··· DATA FOR THIS TASK ···

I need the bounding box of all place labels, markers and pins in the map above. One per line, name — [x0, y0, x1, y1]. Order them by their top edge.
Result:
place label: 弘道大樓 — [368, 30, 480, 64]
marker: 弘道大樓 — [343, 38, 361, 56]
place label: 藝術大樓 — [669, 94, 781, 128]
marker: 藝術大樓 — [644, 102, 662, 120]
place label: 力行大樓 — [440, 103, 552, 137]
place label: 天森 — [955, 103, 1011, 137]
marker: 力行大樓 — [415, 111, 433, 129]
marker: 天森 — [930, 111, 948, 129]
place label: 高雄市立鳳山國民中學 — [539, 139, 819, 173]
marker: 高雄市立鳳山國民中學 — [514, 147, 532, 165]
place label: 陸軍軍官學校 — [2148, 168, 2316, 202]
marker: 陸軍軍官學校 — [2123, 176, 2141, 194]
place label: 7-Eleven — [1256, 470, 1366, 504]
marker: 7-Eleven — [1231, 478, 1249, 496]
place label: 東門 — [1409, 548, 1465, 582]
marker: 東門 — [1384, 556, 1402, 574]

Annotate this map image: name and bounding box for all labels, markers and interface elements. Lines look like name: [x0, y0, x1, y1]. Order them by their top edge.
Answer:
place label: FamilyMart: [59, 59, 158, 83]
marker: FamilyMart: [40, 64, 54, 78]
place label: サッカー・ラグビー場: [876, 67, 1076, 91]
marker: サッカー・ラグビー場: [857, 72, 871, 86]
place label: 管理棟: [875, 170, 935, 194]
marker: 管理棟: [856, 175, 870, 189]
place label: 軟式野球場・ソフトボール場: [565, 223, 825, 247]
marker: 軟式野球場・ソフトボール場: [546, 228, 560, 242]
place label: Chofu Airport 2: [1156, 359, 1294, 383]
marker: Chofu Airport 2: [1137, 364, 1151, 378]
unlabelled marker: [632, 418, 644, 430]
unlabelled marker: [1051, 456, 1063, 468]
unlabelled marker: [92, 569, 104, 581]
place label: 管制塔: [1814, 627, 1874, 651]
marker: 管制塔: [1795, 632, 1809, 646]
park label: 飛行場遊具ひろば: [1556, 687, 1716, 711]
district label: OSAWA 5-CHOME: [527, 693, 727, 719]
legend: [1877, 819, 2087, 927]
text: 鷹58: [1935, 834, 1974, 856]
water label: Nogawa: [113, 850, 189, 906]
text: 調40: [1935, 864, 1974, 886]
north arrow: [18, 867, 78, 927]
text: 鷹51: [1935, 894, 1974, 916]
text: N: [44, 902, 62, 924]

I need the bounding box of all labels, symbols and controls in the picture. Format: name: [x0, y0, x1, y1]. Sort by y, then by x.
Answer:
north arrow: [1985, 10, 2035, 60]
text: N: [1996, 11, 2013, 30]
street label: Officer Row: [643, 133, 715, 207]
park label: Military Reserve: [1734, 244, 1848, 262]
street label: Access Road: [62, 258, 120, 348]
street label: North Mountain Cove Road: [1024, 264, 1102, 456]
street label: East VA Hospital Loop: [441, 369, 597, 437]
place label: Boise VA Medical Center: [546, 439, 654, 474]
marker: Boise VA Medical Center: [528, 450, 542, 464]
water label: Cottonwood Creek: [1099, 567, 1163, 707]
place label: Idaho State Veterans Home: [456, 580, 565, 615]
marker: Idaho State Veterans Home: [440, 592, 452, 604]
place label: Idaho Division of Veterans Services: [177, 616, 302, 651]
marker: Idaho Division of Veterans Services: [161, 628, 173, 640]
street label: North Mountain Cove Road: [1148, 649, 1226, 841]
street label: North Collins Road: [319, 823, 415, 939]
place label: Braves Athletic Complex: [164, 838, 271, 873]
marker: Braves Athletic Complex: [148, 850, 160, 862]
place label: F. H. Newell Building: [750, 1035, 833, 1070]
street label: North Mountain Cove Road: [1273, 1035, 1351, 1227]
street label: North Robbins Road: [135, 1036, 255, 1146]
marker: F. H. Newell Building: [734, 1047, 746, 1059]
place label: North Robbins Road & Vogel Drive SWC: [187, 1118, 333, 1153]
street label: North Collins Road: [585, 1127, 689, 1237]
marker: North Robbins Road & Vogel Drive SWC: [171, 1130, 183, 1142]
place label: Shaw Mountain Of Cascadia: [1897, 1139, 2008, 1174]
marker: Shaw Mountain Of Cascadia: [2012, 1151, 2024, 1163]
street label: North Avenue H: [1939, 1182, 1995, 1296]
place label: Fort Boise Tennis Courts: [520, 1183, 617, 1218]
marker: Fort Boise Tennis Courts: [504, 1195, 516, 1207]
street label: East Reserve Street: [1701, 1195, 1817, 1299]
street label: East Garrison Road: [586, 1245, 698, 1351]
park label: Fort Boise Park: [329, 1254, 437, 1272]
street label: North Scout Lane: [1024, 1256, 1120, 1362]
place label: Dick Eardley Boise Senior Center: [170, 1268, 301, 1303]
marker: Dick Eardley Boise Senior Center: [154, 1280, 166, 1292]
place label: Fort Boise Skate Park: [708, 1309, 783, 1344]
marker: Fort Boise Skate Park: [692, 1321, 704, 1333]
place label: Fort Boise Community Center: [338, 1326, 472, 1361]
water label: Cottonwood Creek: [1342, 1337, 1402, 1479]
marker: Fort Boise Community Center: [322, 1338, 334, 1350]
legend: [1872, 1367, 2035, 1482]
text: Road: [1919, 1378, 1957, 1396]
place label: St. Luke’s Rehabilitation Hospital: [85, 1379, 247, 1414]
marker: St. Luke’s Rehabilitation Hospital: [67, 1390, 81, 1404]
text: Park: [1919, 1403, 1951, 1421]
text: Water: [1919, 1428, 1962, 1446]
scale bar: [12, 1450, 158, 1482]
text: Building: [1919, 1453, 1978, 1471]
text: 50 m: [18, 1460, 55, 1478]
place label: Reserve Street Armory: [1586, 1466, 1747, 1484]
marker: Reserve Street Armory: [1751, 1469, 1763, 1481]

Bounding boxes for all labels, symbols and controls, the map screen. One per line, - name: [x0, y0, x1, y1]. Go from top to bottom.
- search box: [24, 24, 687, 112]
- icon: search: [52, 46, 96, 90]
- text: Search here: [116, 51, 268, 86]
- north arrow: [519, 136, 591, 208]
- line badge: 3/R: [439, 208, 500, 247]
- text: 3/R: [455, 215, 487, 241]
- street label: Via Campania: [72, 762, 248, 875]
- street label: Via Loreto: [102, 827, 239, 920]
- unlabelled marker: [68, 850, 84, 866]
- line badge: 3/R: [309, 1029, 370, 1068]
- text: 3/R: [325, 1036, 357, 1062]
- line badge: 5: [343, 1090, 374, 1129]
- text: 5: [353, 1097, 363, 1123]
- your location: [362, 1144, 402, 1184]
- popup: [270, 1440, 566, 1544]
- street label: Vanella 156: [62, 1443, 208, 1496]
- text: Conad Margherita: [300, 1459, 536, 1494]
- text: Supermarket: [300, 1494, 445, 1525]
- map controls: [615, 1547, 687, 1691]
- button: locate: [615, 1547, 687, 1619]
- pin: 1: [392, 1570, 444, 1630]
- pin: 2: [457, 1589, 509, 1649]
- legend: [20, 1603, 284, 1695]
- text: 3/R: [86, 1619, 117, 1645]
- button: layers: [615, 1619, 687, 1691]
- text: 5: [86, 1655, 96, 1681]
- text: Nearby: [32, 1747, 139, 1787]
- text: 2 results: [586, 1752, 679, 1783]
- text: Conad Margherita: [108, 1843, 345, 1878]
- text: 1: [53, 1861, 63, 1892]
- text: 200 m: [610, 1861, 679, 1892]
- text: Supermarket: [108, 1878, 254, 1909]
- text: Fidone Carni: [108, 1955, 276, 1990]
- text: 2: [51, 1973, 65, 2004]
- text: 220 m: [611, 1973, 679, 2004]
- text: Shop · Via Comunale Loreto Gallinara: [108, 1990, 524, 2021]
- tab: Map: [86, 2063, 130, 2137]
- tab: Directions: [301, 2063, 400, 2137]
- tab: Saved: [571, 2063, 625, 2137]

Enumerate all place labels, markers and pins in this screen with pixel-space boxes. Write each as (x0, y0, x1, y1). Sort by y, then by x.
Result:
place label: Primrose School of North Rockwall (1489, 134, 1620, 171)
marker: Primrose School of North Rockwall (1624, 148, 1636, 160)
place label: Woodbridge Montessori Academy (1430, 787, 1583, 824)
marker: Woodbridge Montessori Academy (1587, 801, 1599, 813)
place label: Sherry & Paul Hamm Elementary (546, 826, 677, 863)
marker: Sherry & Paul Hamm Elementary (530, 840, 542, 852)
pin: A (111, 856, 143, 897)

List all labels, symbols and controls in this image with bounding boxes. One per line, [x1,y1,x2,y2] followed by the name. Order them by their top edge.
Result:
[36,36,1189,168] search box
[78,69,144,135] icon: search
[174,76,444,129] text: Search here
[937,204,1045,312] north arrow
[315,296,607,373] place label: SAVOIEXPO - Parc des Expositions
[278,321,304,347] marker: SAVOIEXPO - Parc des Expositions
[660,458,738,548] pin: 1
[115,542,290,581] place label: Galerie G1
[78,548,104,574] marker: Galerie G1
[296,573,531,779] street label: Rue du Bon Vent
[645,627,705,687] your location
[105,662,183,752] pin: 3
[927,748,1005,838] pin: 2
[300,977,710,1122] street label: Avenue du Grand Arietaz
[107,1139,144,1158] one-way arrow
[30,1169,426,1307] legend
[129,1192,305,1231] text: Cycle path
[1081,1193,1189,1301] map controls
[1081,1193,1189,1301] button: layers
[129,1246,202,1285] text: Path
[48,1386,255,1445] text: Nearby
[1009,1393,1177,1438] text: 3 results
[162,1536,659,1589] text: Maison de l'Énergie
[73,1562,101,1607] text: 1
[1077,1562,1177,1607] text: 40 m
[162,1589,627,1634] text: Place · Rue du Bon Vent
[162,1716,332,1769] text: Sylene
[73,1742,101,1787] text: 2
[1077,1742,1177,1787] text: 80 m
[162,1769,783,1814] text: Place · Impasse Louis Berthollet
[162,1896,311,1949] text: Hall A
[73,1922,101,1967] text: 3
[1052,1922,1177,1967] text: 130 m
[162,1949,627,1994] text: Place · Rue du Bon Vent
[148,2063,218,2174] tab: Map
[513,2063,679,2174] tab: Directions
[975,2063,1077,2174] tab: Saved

···

> [WORK TO BE COMPLETED]:
In the preceding material, find each line holding the word "Braves" and copy it out.

> [EXPECTED ANSWER]:
place label: Braves Athletic Complex: [164, 838, 271, 873]
marker: Braves Athletic Complex: [148, 850, 160, 862]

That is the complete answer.